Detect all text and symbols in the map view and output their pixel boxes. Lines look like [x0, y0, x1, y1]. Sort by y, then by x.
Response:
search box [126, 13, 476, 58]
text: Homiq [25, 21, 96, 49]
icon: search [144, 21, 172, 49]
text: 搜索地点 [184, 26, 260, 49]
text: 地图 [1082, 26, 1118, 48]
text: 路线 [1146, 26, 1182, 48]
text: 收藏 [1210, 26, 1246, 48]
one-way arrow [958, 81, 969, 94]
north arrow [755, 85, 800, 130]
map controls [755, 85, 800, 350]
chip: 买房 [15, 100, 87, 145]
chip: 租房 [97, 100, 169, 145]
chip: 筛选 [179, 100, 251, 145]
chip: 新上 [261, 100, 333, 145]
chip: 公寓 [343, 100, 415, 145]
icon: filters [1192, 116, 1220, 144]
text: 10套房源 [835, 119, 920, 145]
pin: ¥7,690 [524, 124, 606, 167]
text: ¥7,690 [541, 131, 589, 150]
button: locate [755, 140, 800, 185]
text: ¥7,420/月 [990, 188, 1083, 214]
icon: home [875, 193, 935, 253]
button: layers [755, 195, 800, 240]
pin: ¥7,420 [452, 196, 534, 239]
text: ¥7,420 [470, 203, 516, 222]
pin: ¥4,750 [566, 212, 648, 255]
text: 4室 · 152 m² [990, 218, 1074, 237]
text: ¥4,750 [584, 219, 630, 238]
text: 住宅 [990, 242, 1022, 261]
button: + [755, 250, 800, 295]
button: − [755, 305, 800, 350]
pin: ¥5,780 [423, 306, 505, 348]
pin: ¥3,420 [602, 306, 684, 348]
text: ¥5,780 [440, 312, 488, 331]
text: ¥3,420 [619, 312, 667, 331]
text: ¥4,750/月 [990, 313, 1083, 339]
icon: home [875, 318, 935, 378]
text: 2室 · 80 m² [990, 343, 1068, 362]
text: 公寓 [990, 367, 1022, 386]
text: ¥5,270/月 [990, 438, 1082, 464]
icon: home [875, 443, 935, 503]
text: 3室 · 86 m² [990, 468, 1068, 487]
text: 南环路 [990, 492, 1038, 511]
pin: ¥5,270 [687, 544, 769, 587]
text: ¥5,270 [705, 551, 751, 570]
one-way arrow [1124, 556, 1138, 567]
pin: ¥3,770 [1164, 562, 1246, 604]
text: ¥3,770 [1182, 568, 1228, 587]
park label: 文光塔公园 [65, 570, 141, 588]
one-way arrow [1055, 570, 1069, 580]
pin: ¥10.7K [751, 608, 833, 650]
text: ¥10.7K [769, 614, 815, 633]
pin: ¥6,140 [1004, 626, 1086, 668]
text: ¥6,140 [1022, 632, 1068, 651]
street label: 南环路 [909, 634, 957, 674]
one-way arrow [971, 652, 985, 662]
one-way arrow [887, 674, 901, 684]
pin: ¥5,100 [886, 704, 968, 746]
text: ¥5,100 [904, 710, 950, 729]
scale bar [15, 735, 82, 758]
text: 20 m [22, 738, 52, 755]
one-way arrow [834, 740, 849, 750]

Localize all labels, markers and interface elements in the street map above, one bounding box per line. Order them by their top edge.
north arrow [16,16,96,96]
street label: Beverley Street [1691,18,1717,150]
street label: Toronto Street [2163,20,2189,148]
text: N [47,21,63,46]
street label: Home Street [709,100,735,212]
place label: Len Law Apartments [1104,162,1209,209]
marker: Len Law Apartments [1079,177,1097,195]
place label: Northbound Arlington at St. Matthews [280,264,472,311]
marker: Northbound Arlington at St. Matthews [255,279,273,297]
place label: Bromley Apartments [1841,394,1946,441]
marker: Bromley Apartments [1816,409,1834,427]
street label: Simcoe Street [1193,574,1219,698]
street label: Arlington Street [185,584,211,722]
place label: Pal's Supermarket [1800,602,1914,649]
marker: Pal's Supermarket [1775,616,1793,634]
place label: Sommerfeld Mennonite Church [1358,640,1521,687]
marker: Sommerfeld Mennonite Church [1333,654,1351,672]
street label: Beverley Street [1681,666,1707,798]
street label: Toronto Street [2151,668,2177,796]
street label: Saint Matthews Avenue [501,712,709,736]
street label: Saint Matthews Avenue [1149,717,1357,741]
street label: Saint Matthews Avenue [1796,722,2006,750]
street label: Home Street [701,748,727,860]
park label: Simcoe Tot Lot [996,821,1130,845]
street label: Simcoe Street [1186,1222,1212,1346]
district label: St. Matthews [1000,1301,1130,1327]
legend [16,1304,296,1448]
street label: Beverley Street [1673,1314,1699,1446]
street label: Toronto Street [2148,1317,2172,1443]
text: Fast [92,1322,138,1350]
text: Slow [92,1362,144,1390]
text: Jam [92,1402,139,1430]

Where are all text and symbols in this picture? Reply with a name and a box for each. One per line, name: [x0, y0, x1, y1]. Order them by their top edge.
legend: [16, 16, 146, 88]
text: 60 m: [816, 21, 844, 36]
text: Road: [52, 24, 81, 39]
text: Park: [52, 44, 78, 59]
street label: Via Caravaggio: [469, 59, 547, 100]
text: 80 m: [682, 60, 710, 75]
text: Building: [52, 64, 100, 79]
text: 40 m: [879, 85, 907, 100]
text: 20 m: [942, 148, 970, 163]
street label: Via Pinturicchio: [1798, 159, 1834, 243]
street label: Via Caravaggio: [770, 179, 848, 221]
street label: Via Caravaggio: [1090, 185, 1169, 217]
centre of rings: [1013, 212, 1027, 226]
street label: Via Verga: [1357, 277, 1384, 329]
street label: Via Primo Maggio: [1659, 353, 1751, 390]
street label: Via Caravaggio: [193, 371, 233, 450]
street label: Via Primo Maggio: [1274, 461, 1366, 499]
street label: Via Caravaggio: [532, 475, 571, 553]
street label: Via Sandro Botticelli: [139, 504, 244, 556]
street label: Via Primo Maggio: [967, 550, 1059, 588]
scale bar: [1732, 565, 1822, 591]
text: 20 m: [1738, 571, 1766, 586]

Your task: All the lines that hold the word "them" must appear in the answer, copied from the records.

Written solution:
Localize all labels, markers and interface elements in the street map above, one bounding box per line. Order them by their top edge.
Where are all text and symbols in this picture? Reply with a name and a box for each. One per line, name: [x0, y0, x1, y1]. Order them by their top edge.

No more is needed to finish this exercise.